■ **Goal of the exercise**: Each line from the one containing "Read the map" through the end of the data is to be written out exactly, and nothing more.

(Beginning of Extracted entries)

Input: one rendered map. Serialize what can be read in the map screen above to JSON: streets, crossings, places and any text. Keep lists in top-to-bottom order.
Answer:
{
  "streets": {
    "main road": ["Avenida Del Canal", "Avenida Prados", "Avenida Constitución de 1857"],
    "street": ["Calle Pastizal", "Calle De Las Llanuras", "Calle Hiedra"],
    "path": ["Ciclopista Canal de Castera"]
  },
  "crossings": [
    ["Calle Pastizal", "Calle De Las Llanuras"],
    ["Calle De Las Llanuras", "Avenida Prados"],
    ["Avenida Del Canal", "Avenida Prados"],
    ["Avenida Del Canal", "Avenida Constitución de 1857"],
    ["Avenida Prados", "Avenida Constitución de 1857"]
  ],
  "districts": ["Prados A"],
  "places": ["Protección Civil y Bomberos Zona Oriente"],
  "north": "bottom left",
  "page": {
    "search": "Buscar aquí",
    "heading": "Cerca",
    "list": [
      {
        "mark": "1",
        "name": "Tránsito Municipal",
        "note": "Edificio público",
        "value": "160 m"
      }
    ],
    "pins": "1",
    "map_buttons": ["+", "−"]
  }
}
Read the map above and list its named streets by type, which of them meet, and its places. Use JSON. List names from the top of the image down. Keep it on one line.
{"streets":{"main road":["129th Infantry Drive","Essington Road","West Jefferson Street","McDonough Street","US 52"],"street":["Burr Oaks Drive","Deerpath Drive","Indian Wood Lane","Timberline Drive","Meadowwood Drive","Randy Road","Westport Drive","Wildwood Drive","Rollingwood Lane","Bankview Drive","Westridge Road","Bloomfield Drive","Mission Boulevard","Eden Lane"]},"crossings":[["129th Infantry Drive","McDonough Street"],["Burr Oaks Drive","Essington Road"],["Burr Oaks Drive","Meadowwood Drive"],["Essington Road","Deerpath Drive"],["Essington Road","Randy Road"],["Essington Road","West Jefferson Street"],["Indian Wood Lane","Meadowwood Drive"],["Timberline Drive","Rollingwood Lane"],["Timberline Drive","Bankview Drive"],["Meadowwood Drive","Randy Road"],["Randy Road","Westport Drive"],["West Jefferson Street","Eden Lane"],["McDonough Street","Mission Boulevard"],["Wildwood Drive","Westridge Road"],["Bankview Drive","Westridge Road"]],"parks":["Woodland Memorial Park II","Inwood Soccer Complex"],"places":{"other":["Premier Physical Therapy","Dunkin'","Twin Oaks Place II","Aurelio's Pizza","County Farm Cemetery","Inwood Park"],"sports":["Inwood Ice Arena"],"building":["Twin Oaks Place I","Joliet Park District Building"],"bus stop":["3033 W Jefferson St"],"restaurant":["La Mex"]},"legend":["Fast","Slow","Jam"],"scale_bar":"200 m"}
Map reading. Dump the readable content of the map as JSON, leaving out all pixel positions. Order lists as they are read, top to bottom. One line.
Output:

(End of Extracted entries)

■ **Answer for this exercise**:
Read the map above and list its named streets by type, which of them meet, and its places. Use JSON. List names from the top of the image down. Keep it on one line.
{"streets":{"main road":["129th Infantry Drive","Essington Road","West Jefferson Street","McDonough Street","US 52"],"street":["Burr Oaks Drive","Deerpath Drive","Indian Wood Lane","Timberline Drive","Meadowwood Drive","Randy Road","Westport Drive","Wildwood Drive","Rollingwood Lane","Bankview Drive","Westridge Road","Bloomfield Drive","Mission Boulevard","Eden Lane"]},"crossings":[["129th Infantry Drive","McDonough Street"],["Burr Oaks Drive","Essington Road"],["Burr Oaks Drive","Meadowwood Drive"],["Essington Road","Deerpath Drive"],["Essington Road","Randy Road"],["Essington Road","West Jefferson Street"],["Indian Wood Lane","Meadowwood Drive"],["Timberline Drive","Rollingwood Lane"],["Timberline Drive","Bankview Drive"],["Meadowwood Drive","Randy Road"],["Randy Road","Westport Drive"],["West Jefferson Street","Eden Lane"],["McDonough Street","Mission Boulevard"],["Wildwood Drive","Westridge Road"],["Bankview Drive","Westridge Road"]],"parks":["Woodland Memorial Park II","Inwood Soccer Complex"],"places":{"other":["Premier Physical Therapy","Dunkin'","Twin Oaks Place II","Aurelio's Pizza","County Farm Cemetery","Inwood Park"],"sports":["Inwood Ice Arena"],"building":["Twin Oaks Place I","Joliet Park District Building"],"bus stop":["3033 W Jefferson St"],"restaurant":["La Mex"]},"legend":["Fast","Slow","Jam"],"scale_bar":"200 m"}
Map reading. Dump the readable content of the map as JSON, leaving out all pixel positions. Order lists as they are read, top to bottom. One line.
Output:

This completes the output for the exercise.